The birds were organized into three groups based on their habitats. Forest interior birds, such as the Ovenbird, are found in large areas of mature forests, while early successional birds prefer young forest and shrubland habitats. Human-adapted birds, like the Brown-headed Cowbird, tend to thrive in environments that have been altered by human activities.
Landscape changes associated with gas infrastructure were tracked over a ten-year period, during which time the footprint of shale gas increased from 42 acres in 2008 to over 432 acres in 2017. Meanwhile, birds were monitored at 142 survey stations.
The study revealed that forest interior birds decreased by up to 35 percent near gas development, as they avoided both drilling sites and road and pipeline corridors. By contrast, early successional species experienced a boost in population sizes and began to settle along new pipelines and access roads. The Brown-headed Cowbird also showed an increase in numbers across the study site, and was particularly drawn to areas disturbed by fracking.

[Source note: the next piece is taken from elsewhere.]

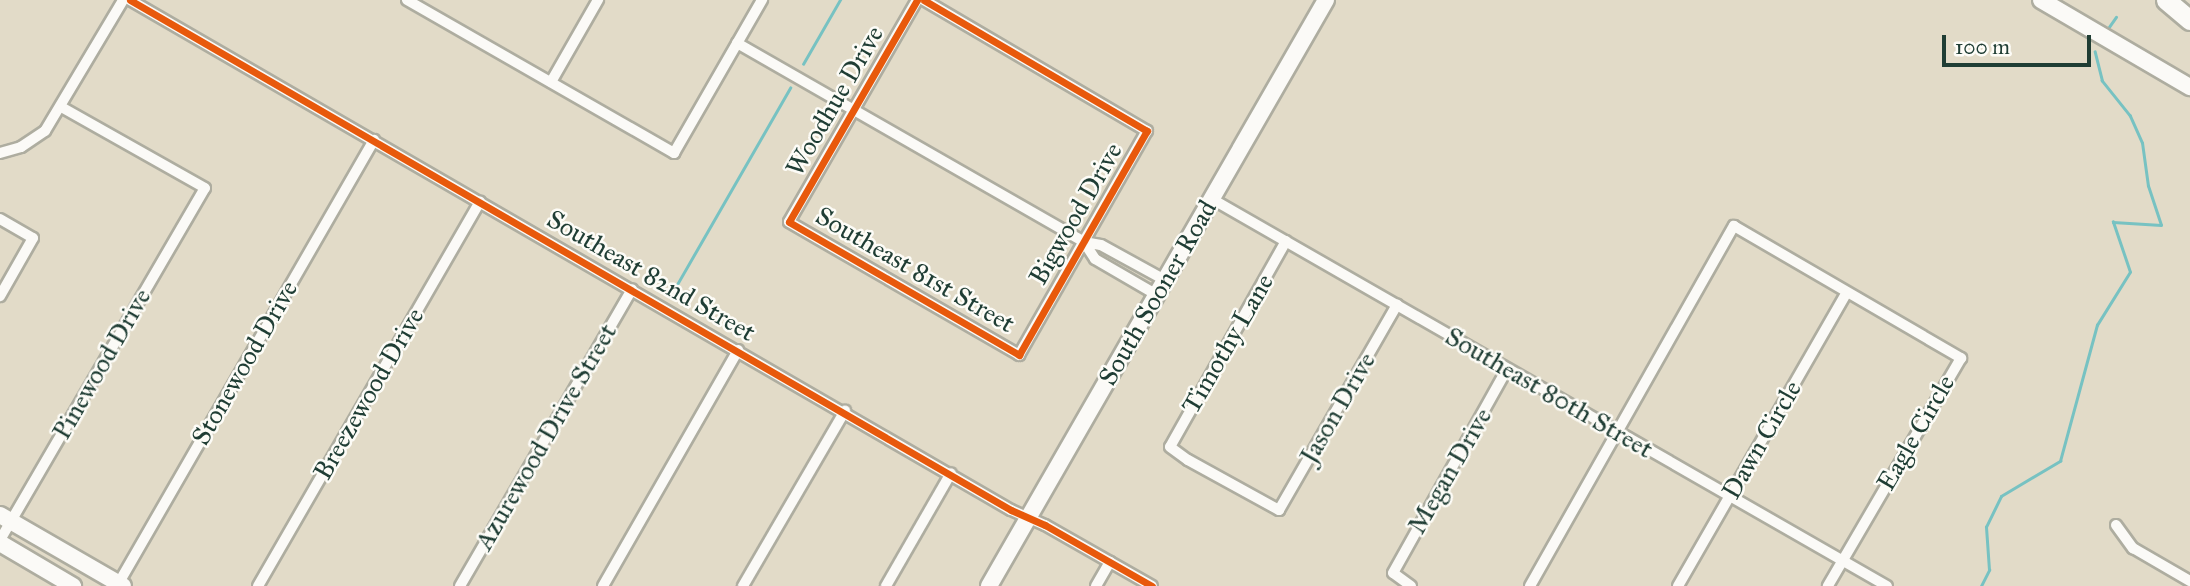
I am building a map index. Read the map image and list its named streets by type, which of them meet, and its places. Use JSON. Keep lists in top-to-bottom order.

The study findings suggest that shale gas energy development creates new habitats for generalist and highly adaptive species, yet shrinks the available habitat for birds that depend on mature forests.
“We hope to find a way to balance our energy needs with maintaining healthy forest ecosystems, which we also depend on for clean air, clean water, carbon storage, and countless other ecological services,” said study author Dr. Laura S. Farwell.
“Like the proverbial canary in the coal mine, these birds are early indicators of ecosystem degradation. We hope our research will help inform planning decisions about where to avoid or minimize gas development in order to protect valuable forest resources, both for humans and for other species.”
The study is published in the journal The Condor: Ornithological Applications.